There I go again with a lame, non-attention grabbing title to this blog. I really need to work on that. Moving on though…

In my Ethics and Media class this week, we were discussing the different Codes of Ethics for journalists, advertisers and PR professionals. During an in-class assignment, we compared and contrasted the different codes and discussed why they are so important. We also discussed why they needed to be the same, and why they needed to be differnet in some ways since not all of the codes from every profession can apply to every journalist, advertiser, or PR professional.

What is a Code of Ethics?

For those of you who don’t know, A code of ethics is a set of guidelines which are designed to set out acceptable behaviors for members of a particular group, association or profession. Journalists, advertisers, and PR professionals each have their own separate code of ethics. These guidelines set by  different professions are very similar to one another, but also have their differences in relation to their actual profession.

Similarities

Some of the major points that are similar throughout all of the codes are: truth, honesty, accountability, fairness, respect and avoiding conflicts of interest.

The American Advertising Federation (AAF) says that advertising shall tell the truth, and not mislead the public. AAF also has honesty in its code of ethics. In my opinion though, truth and honesty are essentially the same thing. If an advertiser isn’t being truthful, then they aren’t being honest either. Same with PR professionals and  journalists.

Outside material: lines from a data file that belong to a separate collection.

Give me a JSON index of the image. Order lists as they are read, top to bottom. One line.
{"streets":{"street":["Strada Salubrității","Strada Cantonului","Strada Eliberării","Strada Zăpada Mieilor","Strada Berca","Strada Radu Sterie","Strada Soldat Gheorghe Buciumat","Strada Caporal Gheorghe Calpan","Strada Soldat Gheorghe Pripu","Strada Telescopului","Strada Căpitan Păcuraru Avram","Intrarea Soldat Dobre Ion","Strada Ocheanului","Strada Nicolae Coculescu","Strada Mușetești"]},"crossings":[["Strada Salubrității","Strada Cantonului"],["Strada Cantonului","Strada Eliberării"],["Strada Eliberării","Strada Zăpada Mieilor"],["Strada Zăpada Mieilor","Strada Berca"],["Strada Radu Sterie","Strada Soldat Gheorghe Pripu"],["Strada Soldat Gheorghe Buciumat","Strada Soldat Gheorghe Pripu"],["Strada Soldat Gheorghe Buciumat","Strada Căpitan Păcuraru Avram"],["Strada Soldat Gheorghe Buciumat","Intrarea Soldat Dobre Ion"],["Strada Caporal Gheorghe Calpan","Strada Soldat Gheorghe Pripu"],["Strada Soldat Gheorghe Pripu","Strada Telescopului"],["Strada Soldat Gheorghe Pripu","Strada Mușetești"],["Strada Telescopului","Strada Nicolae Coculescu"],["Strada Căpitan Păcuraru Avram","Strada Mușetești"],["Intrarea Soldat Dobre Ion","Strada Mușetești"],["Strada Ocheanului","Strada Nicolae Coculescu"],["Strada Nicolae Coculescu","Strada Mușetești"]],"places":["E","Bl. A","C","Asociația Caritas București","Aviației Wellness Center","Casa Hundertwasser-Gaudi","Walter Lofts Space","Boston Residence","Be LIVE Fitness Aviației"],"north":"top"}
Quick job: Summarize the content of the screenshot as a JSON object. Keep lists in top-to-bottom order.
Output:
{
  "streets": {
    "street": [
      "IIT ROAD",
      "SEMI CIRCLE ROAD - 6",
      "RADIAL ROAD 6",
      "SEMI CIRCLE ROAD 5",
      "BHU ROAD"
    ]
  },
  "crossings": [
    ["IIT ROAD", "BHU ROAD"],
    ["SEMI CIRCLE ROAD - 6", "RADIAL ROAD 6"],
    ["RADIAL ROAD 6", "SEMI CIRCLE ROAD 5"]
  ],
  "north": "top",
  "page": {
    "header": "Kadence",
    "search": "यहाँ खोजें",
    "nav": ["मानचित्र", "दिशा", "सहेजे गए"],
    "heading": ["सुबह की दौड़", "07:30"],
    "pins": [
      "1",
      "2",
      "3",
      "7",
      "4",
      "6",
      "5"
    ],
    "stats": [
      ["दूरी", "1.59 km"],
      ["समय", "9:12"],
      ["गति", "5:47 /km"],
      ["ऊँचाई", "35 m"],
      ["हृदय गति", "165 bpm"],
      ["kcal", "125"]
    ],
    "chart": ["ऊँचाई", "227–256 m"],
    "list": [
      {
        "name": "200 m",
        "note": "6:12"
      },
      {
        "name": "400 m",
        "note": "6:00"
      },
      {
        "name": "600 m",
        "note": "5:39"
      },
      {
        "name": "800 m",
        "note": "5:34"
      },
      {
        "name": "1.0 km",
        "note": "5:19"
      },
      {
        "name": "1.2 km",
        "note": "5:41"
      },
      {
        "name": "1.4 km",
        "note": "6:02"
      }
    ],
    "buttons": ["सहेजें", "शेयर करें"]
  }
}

All of the codes of ethics expect their professionals to be held accountable for their own work. The Society of Professional Journalists (SPJ) code of ethics say that journalists shall admit mistakes and correct them promptly. The Public Relations Society of America (PRSA) also holds independence as a professional value saying that they are accountable for their own actions. Fairness, respect, and avoiding conflicts of interest are other values held throughout the different codes.

Differences

While most of these generalized and broad expectations of these different professionals are held throughout all of the different codes of ethics, there has to be some variances between them to adhere to the different jobs of the professions. For example, the American Marketing Association (AMA) values Citizenship in its code of ethics. Neither AAF, SJP, or PRSA have anything about citizenship in its codes. To AMA, citizenship is fulfilling the economic, legal, philanthropic and societal responsibilities that serve stakeholders in a strategic manner.

AAF has Guarantees and Warranties as a part of their code of ethics which neither of the other professions discuss. The Guarantees and Warranties code says that advertising of these things shall be explicit, with sufficient information to apprise consumers of their principal terms and limitations and that advertisement should clearly reveal where the full text of the guarantee or warranty can be examined before purchase. This is necessary for advertisers, but not necessarily a code that could apply to journalists.

Advocacy is a professional value of PRSA. Their code states that they serve the public interest by acting as responsible advocates for those they represent. The other professions don’t necessarily advocate as much as PR professionals do. It is especially important for journalists not to advocate and to provide alternative viewpoints in their work.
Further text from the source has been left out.